At the solstice, people used to kindle fires to keep light and warmth alive and cherish them for the long year ahead.  Perhaps it is the distant origin of fairy lights and Christmas trees; perhaps we still need to echo our forebears and in ceremony and symbol act out the issues of light and dark.  Our Advent Procession did precisely this.  The movement up the church from west to east was a movement towards the light, at first experienced partially, brokenly, as if it might be swallowed up again by the immense darkness in which we stood and wondered and waited.  Gradually that fragile light was established; it grew until it reached its full strength for the reading from the Book of Revelation about the heavenly Jerusalem and how that city ‘has no need of sun or moon to shine on it, for the glory of God is its light, and its lamp is the Lamb.' 

Yet the hope remains future.  We do not yet possess it.  We still pray ‘Maranatha, Come Lord Jesus!', for the kingdom is not yet present and God's purposed not yet fulfilled.  We ask every day in Advent that we may ‘cast away the works of darkness' and ask that God may put upon us ‘the armour of light now in the time of this mortal life'.  We glimpsed the light of God's presence in that great climax of the Advent Procession, but then it was taken from us again: for it was but a glimpse of glory given for a while.  It had to subside, for at the end of the liturgy we had to go outside again into the night, like the winter sparrow in Bede's parable who flies into the warm lit hall only to fly out again into the cold and dark.  As the lights dimmed at the end of the Advent service, we sang ‘Come thou long-expected Jesus'.  The liturgy ended as it had begun, on the note of expect longing.  We knew that we could face the night, for this vision would sustain us, the unconquered Sun who is the glory of the nations.  We knew that though we walked in darkness we had seen a great light and need not be afraid.  And as the darkness wrapped round us again with the memory of the light we felt its ambiguity.  Darkness is not necessarily ominous and bad.  In the Bible clouds and darkness are where the presence of God is found.  ‘There is in God a deep and dazzling darkness' says the poet, drawing on a long Christian mystical tradition.  ‘Churches are best for prayer, that have least light' Donne says, a trifle mysteriously.  So Durham scores well there. 

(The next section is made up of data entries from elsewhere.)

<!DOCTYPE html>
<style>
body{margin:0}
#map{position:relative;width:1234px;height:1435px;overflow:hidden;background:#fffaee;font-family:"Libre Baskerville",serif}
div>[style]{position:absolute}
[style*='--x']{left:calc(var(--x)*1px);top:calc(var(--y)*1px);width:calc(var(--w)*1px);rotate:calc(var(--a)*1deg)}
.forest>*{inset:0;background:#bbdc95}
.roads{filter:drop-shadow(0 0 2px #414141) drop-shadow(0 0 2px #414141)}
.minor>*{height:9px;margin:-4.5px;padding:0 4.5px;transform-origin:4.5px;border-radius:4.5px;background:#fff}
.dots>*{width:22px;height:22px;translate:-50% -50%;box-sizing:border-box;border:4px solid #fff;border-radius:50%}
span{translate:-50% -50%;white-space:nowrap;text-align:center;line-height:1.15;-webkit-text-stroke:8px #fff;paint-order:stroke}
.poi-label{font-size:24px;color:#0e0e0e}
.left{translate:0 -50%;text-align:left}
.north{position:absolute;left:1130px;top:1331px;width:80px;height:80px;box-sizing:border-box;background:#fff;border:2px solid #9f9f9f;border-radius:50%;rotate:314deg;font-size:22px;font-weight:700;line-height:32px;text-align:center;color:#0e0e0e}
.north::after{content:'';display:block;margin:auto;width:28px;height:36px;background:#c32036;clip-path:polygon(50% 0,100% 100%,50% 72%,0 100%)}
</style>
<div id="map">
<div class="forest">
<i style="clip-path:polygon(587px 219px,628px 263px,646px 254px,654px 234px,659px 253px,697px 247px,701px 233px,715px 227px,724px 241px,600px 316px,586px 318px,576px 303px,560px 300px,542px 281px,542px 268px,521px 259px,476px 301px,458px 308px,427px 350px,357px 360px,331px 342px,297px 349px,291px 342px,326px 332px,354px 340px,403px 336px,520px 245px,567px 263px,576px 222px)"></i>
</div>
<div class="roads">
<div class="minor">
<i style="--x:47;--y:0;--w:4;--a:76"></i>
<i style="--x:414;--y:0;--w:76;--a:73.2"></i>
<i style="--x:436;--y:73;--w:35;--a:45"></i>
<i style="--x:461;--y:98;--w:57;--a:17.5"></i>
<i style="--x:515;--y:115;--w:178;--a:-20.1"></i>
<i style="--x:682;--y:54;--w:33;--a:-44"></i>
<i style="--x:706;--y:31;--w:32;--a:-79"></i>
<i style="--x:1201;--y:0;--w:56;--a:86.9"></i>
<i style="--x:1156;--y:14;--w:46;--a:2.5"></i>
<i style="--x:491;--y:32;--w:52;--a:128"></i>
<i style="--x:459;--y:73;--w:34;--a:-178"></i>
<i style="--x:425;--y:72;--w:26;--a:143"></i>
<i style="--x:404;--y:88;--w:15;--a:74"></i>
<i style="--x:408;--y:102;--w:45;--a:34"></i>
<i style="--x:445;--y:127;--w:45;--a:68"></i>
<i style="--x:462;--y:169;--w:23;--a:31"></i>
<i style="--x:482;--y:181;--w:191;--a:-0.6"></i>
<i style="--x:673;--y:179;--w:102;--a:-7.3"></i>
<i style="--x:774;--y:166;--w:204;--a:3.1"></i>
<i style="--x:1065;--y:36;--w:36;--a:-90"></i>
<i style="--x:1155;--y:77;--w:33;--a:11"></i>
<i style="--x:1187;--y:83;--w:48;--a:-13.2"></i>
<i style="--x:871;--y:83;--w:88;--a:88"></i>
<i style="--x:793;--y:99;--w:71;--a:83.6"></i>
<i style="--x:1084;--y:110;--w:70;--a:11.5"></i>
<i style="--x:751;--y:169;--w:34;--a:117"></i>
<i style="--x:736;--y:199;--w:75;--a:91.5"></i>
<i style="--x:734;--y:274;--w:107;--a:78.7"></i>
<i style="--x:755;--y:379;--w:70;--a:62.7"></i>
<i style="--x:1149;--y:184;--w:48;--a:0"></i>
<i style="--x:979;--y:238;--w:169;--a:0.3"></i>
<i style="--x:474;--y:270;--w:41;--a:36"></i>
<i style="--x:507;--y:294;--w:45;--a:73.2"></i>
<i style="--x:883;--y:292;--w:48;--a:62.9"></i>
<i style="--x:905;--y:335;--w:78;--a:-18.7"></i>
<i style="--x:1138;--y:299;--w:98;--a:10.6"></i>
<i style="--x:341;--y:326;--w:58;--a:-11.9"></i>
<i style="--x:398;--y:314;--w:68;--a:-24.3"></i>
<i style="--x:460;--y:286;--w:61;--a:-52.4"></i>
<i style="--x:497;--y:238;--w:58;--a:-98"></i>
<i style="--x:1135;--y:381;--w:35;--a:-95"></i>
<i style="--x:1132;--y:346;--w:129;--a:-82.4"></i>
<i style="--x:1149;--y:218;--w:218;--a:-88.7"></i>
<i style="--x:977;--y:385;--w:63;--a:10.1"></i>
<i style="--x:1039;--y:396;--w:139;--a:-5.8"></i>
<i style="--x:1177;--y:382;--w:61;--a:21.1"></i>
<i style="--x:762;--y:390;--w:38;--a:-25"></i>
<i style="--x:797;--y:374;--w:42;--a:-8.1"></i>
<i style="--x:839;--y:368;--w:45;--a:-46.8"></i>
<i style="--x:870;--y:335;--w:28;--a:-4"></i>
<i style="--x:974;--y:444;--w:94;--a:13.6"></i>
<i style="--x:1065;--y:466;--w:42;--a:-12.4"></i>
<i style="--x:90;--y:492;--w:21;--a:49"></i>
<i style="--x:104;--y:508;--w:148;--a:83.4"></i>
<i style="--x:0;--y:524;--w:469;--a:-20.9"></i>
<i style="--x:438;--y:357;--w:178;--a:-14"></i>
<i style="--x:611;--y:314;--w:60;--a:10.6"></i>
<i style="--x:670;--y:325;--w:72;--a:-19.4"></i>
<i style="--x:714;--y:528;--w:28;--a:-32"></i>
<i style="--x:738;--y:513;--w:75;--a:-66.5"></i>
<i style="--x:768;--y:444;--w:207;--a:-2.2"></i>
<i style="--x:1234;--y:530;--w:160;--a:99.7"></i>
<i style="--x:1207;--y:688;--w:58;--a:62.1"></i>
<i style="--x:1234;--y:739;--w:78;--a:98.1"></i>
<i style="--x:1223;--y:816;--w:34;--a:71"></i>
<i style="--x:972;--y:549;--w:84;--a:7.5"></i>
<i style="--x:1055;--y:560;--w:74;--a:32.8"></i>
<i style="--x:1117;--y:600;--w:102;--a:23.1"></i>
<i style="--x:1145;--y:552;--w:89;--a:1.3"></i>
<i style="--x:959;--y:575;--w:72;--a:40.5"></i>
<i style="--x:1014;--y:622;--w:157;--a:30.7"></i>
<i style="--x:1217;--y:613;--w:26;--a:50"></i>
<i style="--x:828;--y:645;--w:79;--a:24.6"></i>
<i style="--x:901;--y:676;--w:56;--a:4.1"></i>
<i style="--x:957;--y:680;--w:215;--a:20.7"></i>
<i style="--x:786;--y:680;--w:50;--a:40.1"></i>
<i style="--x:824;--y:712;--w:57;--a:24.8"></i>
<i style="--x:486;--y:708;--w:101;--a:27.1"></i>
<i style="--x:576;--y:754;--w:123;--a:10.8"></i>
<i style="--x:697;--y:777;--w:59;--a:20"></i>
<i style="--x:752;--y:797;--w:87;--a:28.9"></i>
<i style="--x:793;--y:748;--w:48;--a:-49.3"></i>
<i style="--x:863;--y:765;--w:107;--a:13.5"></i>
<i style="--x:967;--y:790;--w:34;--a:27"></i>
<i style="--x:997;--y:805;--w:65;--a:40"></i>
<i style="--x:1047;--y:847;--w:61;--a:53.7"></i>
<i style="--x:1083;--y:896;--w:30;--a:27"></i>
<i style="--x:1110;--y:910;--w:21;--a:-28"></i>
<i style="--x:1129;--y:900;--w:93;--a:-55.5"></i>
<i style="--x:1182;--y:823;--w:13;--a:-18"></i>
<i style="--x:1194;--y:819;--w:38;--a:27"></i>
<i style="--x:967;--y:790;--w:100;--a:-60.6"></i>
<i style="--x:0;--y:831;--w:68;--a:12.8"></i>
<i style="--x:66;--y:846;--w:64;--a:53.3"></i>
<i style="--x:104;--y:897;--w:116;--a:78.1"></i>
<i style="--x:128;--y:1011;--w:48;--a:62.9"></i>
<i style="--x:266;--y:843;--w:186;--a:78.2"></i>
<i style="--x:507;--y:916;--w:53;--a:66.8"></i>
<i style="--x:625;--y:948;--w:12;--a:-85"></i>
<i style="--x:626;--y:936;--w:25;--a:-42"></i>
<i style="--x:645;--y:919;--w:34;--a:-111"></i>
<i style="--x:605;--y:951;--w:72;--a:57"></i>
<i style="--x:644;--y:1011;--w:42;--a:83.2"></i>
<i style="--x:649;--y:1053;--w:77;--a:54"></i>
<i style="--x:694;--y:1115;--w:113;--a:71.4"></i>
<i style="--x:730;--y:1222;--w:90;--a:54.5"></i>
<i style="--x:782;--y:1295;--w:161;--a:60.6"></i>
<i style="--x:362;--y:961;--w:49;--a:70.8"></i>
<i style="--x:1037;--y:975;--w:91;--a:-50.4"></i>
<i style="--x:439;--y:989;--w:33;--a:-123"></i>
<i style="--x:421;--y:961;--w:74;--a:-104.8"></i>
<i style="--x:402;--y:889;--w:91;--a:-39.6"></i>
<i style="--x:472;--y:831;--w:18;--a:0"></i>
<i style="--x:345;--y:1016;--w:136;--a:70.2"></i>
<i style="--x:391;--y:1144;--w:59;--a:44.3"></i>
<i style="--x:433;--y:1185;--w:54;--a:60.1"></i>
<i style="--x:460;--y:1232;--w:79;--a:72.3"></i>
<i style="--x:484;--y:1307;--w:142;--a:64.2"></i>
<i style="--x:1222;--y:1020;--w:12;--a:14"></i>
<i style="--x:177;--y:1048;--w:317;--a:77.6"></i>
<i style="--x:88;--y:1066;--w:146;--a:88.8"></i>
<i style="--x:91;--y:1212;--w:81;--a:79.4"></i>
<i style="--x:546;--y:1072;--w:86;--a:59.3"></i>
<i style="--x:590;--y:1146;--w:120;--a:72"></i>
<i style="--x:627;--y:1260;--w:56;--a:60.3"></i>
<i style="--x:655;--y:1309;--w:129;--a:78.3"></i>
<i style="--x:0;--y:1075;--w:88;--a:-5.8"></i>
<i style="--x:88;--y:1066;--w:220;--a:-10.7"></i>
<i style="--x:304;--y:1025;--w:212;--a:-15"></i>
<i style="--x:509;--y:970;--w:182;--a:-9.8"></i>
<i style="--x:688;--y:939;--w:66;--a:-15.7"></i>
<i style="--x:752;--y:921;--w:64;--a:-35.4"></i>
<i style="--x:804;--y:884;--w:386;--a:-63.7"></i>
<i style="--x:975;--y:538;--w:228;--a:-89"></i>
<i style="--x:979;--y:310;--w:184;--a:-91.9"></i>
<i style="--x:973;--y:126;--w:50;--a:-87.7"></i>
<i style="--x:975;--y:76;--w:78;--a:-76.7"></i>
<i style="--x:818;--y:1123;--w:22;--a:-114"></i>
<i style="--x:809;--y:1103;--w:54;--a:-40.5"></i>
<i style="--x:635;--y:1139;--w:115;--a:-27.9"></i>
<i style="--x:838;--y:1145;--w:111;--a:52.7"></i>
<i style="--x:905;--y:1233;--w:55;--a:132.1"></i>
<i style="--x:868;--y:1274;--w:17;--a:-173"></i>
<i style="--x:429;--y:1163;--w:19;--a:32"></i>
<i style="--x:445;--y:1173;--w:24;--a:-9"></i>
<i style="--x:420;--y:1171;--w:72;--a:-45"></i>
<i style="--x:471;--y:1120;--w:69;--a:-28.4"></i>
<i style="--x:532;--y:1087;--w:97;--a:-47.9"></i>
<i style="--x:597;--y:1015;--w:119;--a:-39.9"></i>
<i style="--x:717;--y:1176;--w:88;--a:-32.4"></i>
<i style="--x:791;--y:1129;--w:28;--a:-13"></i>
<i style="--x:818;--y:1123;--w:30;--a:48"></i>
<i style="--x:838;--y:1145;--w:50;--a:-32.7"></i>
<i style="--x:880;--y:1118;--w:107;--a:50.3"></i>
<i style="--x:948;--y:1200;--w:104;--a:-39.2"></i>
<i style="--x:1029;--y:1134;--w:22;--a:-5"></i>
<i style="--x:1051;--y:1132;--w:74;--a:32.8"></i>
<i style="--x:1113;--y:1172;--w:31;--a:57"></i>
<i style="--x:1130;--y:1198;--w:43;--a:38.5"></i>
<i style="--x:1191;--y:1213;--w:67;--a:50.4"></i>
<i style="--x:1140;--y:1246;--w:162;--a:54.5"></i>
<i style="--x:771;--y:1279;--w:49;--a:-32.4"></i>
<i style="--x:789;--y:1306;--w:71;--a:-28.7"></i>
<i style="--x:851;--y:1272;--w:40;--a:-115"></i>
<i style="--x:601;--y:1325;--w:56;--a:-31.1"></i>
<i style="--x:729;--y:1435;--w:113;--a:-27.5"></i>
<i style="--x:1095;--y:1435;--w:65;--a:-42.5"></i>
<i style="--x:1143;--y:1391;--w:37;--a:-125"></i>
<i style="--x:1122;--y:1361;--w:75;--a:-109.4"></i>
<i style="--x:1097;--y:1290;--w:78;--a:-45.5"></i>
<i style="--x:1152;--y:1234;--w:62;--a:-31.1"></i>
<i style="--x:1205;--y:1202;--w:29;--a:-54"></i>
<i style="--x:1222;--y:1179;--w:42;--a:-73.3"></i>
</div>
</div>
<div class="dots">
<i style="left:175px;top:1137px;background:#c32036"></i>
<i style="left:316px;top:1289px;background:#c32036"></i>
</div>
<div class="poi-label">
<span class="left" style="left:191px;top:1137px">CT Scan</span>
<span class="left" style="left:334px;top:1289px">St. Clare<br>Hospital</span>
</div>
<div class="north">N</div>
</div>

On Christmas Day we shall see for the first time at a festival the ‘new creation' high altar frontal that was dedicated last month.  It shows the rising sun, its golden rays penetrating to and animating the extremities of creation.  It rises out of a blue sea, as if to remind us of Advent and waiting for the God's purposes to be fulfilled.  For even the birth of Jesus is not the end but the beginning of our world's redemption, the dawning of the light.  The sun has yet to rise completely and fill the sky.  Across the frontal is a thin red arc, almost invisible until you come close to it, the thread of pain and passion stitched across glory which is the cost of it, the destiny of the Holy Child.  On this first day of the week, this Sun-Day, we celebrate cross and resurrection while we hold in our hearts those who in their pain and passion wait each day for deliverance.  

‘What if this present were the world's last night?'  Only when we ask John Donne's question for our world and for ourselves can we begin to hope.  It is a clarifying question, for it tells us that there is work to do and darkness to dispel and lives to change.   There are five days of Advent left to us.  We must make the most of them, especially as after tomorrow the days will get longer again, and the light stronger; for the night is far spent and the day is at hand, the day of Christ whose glory fills the skies.